Bonding comes differently for every parent. Some fathers find it difficult to bond at all until the baby responds to them. And for some mothers, the pain of not bonding is entwined with the other dark feelings of post-natal depression.

Specific instances such as disability, or a tricky relationship between the parents can also make it harder for either mother or father to make that everlasting heart connection. As can a difficult birth or prematurity.

“Bonding is surely affected by prematurity – big time,” says Parent24 prematurity expert and midwife Welma Lubbe.  “The pregnancy, birth and normal baby ‘picture’ is disturbed.  Mom can’t hold and cuddle her little one, since there are too many lines, tubes and machines and she is afraid to hurt her little one.  Lengthy separation then leads to bonding becoming more difficult. 

“Early termination of the pregnancy leads to parents not being able to prepare mentally for parenthood, thus influencing bonding.  Medical conditions, and later problems such as feeding problems, sensory problems, can also lead to problems with bonding.”
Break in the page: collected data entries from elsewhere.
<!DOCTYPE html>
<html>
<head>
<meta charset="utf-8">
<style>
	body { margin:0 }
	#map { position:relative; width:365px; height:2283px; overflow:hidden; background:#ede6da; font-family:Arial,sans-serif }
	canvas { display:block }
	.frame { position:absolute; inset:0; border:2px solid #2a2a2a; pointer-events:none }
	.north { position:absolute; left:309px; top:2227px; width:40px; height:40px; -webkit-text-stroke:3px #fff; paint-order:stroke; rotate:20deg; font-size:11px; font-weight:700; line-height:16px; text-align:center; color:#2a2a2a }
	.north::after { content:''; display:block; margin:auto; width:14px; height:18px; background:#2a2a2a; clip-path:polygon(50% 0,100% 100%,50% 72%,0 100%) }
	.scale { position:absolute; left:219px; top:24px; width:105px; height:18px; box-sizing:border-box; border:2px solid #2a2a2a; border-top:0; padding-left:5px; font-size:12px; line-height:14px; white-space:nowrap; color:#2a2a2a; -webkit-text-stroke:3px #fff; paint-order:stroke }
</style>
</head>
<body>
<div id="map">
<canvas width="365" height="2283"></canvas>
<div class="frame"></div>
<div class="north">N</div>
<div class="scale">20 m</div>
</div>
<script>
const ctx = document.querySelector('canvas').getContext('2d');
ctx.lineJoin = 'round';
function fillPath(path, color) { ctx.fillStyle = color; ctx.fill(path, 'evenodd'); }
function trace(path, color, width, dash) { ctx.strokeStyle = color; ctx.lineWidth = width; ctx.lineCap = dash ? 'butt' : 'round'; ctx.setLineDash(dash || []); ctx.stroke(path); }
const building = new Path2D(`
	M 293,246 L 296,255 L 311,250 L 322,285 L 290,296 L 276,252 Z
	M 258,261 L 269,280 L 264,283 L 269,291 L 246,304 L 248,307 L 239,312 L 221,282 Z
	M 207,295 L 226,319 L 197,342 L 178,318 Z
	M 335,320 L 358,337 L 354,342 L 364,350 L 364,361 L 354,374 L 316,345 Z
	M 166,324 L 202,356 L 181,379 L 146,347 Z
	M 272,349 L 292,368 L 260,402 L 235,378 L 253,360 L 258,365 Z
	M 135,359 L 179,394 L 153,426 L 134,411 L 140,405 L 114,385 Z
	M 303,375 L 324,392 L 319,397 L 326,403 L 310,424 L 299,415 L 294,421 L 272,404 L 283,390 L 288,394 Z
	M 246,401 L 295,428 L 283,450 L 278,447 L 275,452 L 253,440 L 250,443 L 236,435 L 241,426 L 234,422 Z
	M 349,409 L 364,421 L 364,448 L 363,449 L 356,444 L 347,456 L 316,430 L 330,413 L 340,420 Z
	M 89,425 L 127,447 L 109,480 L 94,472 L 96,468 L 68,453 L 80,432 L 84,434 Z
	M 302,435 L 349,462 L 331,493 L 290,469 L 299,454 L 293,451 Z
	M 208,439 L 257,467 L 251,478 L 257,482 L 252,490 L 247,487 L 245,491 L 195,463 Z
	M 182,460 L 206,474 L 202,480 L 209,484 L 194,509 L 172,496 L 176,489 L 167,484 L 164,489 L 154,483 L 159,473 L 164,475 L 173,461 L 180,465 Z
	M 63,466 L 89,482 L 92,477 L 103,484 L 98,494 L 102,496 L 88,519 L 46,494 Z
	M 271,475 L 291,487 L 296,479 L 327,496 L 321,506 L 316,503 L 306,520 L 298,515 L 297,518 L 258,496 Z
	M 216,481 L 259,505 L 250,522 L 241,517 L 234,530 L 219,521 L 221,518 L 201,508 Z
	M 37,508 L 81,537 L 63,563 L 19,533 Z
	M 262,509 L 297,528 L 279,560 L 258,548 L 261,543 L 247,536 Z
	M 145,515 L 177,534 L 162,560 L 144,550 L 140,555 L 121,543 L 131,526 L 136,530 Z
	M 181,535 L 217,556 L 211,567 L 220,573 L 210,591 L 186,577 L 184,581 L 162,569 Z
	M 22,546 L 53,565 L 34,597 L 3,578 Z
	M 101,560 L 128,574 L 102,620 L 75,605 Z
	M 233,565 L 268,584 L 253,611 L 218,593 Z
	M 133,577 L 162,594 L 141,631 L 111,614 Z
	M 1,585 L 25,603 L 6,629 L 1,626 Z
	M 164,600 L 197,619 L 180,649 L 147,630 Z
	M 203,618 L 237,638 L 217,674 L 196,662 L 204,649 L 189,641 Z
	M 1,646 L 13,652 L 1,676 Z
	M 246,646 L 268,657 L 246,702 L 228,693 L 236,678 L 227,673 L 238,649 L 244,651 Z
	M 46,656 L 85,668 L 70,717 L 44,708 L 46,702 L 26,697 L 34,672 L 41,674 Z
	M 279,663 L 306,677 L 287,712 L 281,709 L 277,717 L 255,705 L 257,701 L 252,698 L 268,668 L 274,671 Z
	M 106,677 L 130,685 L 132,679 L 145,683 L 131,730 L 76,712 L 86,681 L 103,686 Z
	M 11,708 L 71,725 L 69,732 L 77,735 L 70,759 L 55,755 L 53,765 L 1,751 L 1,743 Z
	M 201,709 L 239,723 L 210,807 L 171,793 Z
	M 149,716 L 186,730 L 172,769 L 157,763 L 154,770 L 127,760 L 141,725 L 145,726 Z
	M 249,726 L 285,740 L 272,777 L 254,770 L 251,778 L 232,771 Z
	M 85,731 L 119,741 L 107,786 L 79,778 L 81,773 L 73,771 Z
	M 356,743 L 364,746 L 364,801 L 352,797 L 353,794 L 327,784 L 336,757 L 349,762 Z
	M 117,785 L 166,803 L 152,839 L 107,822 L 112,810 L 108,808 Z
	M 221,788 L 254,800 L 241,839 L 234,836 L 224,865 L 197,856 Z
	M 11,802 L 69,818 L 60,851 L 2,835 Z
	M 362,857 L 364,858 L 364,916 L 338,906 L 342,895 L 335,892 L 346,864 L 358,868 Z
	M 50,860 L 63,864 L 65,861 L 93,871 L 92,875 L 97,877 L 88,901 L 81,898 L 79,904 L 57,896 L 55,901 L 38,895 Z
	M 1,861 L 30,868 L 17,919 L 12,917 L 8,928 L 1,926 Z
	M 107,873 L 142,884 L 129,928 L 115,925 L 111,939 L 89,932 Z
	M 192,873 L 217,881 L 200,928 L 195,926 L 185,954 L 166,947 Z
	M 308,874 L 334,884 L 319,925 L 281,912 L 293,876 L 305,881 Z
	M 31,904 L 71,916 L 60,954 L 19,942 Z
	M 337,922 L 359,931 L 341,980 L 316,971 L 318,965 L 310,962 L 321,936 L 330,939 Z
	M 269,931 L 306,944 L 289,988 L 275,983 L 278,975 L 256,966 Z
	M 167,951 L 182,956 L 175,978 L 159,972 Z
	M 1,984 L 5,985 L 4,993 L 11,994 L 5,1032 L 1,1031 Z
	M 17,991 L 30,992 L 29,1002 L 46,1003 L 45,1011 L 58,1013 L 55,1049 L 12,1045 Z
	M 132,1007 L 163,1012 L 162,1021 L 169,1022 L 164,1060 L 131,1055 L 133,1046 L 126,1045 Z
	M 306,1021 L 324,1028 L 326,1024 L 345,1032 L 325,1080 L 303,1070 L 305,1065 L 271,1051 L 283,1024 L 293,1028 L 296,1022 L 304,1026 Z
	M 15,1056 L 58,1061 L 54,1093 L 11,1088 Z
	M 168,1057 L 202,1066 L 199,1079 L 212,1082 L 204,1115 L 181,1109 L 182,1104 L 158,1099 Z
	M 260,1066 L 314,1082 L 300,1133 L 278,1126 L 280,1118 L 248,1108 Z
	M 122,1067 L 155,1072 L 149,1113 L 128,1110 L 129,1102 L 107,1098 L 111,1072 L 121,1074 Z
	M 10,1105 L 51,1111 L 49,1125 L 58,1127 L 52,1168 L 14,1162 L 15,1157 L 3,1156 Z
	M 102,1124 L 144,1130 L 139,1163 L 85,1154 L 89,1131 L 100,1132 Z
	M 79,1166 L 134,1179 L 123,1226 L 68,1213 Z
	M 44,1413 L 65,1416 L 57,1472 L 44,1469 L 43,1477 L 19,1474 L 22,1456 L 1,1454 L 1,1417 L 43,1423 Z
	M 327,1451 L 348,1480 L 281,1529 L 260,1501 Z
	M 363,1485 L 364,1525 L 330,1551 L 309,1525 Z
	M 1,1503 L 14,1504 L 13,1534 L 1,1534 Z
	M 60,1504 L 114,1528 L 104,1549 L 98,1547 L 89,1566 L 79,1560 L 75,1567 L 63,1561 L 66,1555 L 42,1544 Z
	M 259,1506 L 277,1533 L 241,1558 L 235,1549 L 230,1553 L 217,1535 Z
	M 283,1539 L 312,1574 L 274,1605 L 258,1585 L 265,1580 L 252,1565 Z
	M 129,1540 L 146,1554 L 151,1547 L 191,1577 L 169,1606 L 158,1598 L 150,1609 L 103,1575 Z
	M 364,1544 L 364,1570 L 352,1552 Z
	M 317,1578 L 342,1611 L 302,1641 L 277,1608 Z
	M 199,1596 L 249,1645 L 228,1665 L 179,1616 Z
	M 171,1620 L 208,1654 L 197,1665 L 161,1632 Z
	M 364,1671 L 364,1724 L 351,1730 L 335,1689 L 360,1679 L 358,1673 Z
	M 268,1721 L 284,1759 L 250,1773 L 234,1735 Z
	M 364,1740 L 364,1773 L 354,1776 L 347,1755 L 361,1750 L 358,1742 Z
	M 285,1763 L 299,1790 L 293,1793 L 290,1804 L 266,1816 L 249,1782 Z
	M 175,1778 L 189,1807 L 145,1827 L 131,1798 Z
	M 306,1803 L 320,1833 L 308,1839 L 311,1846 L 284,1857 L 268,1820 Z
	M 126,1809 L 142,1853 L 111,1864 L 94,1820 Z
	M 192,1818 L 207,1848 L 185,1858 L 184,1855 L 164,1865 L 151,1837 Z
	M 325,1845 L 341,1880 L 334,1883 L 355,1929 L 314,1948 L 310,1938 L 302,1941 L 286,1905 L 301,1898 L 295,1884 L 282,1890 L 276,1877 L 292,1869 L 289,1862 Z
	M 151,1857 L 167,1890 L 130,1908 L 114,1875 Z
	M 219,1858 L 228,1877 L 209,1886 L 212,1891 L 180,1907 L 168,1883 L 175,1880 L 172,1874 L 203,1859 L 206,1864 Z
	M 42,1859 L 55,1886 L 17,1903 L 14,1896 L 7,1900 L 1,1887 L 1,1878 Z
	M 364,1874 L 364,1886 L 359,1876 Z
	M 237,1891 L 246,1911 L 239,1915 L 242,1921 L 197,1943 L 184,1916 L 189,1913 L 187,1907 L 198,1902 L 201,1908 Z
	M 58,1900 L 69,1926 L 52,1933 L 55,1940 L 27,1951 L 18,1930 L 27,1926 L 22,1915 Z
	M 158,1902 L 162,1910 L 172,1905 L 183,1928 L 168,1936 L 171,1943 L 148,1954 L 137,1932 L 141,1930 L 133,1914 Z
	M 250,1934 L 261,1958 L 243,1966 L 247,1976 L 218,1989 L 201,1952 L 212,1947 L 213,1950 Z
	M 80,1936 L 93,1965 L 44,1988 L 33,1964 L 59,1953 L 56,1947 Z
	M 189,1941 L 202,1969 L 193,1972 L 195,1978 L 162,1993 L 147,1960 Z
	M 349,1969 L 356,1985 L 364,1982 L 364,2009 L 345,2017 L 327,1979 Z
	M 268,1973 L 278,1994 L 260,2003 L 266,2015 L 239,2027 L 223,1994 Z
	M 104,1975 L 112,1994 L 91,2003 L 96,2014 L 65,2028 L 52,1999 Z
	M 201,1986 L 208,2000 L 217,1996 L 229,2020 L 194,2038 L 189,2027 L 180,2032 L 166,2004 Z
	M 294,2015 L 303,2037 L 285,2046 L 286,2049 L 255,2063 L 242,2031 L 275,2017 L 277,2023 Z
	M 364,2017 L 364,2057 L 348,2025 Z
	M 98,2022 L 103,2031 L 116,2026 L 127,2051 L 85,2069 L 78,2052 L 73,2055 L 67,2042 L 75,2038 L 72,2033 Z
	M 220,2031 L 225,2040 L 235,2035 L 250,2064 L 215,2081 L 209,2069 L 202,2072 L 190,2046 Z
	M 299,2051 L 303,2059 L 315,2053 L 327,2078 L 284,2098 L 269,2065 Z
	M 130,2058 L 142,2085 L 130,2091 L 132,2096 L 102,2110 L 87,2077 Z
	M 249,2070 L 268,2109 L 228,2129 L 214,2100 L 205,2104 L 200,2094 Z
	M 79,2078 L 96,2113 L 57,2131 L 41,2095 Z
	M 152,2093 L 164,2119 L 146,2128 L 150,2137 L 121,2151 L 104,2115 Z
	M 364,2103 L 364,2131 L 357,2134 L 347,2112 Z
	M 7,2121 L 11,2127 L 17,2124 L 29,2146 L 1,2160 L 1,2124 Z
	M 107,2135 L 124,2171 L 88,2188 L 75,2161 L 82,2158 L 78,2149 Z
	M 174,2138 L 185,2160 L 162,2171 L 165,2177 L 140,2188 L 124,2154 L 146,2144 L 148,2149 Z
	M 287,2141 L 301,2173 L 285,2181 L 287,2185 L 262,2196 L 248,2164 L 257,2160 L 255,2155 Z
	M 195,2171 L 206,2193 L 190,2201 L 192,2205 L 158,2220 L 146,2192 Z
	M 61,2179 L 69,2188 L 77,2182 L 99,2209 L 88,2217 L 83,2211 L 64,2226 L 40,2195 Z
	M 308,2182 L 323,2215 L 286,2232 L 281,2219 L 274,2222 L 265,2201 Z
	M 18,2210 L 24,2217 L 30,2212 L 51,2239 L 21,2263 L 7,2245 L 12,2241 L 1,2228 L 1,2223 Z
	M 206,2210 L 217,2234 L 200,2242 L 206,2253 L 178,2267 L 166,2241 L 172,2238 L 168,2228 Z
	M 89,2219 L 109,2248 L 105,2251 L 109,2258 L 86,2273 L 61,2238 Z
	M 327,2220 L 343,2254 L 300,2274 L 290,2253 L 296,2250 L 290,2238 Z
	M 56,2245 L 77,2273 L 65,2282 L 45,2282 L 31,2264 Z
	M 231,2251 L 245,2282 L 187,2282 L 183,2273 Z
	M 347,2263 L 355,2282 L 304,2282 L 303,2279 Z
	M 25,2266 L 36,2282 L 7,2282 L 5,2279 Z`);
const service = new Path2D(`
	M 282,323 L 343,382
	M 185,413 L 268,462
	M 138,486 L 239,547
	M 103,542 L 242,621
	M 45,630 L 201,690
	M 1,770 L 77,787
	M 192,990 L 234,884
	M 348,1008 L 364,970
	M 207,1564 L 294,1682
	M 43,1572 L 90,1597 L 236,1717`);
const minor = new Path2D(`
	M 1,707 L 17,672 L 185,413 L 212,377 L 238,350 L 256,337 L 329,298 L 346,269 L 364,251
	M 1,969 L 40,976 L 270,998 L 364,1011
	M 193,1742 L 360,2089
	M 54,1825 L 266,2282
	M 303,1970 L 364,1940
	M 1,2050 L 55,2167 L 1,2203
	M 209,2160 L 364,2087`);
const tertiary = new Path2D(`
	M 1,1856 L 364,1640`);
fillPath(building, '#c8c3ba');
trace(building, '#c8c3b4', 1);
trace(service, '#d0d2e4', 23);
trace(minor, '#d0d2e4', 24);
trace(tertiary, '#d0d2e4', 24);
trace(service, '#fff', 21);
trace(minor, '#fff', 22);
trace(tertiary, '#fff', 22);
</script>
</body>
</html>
These specific problems can be assisted by practising kangaroo mother care and other activities to improve the bond.

For the rest of us, though, bonding is something we can work on consciously. “You can bond, nurture and start loving your baby from the moment you know you’re pregnant,” says Dr Miriam Stoppard in her book Bonding with your Bump. She recommends simple but effective techniques like talking to the baby and rubbing the bump to help you make the transition to becoming a family.

Did you find it difficult to form a bond with your baby? When did you first feel that connection?